Only two direwolves remain. This is incredibly sad as Nymeria and Ghost are all that remain of the original six. I’m hoping that if Arya becomes “No one” and is back in Westeros in her many faces that Nymeria will find her and somehow recognize her, giving her reason to return to who she was. It’s a thought, even Melisandre said they’d one day meet again. She could also recognize her too. In any case, stop killing the direwolves!


Will Littlefinger sit this one out, or commit the Vale army to the Starks or Boltons? He doesn’t like to get his hands dirty personally, he manipulates until chaos unfolds which means his telling Sansa of Blackfish could be a red herring, leading Sansa and Jon into another trap with the Bolton’s surrounding them.
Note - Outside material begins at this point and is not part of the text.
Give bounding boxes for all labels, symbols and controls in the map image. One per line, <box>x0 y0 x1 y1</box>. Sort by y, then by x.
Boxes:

I suppose Brienne will find this out first and foremost and it’s unfortunate that already she’s parting from Sansa after just submitting her new cause. I do think she’ll be alright, but I can’t settle on Littlefinger’s motivation at this point. He knows he’s royally screwed and won’t easily gain Sansa’s trust again, if at all. He won’t act malicious but he won’t sit idly by either without some plan in motion. That army is going somewhere, just don’t know where yet.
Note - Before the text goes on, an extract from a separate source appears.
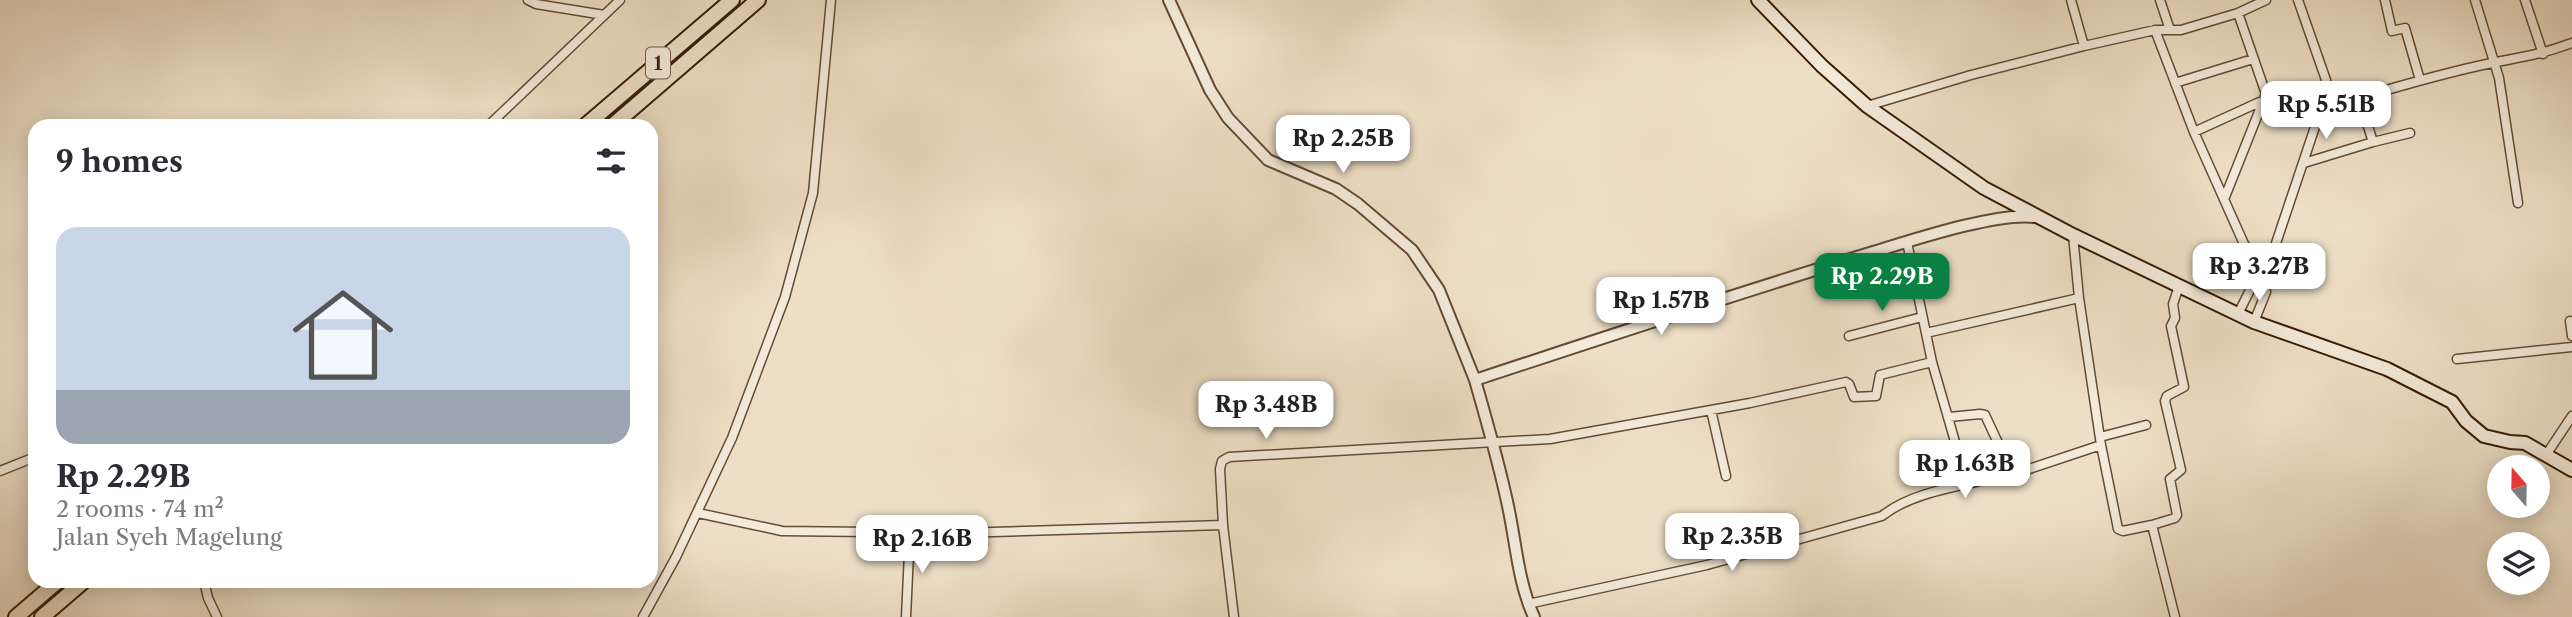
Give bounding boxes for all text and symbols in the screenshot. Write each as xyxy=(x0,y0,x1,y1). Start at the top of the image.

Kinvara and Varys’s dialogue had an interesting glaze of animosity, something that usually isn’t presented so thoughtlessly before. Nevermind how or why Tyrion thought of getting a red woman to aid them, but Varys confronting her the way he did only proved to show how knowledgeable she was and how mistakes are indeed made from mankind even when presented with undoubting proof of their powerful natures. I think it was more or less a way to prove Stannis’s death reached Meereen and that Kinvara is every bit as mysterious and capable as Melisandre is. But how many more are there, and do they really serve the lord of light as they claim? And more importantly, is Kinvara just as crone-like without her fancy necklace?
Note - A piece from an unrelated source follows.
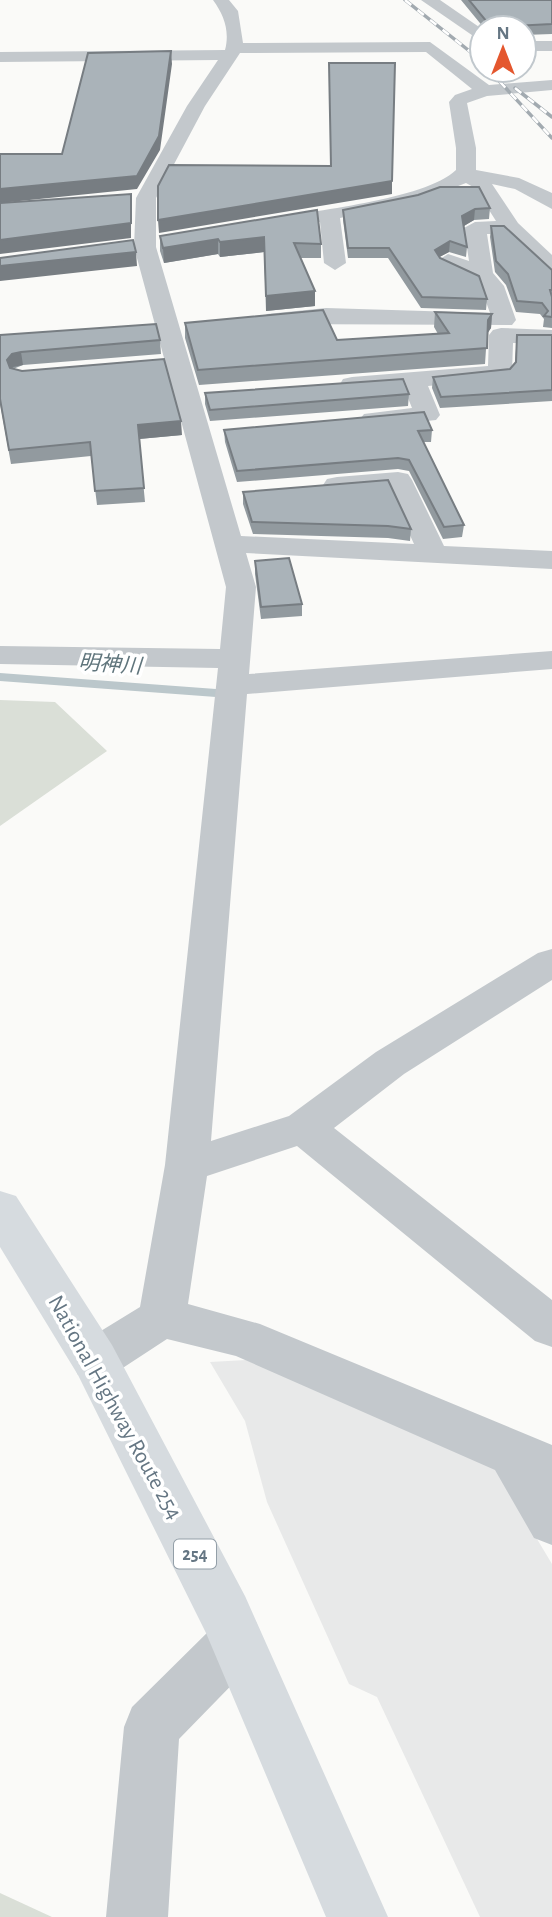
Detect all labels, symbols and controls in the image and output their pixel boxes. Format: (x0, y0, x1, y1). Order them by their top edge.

9 out of 10. With the exception of the bland theatrical performance of season one and two’s recap, tonight’s episode started and ended with immensely great scenes. Sansa’s focus of hate came out directly at Littlefinger which may prove less tactical as Jon isn’t currently aware of that meeting. Tyron bringing a red woman into the service of Daenerys may have interesting consequences after the fact, and Bran and Meera are once more fighting for their lives, this time without the armor of Hodor, who we last saw giving his life to keep the White-Walkers behind that crumbling door. With 5 episodes remaining, the north is fitting to be the next great battlefield with Yara and Theon very much the bigger wildcards of the bunch. They have ships, but where will they go and who will they ally against? Winterfell isn’t exactly on the beach. Probably the most enjoyable episode of the season thus far with a bigger sense of understanding and the most tragic which means, more is likely to come and at some steep prices. Just when you think your gut is tough enough, the next punch leaves you gasping yet again. If Hodor is truly gone, may he hold that door forever.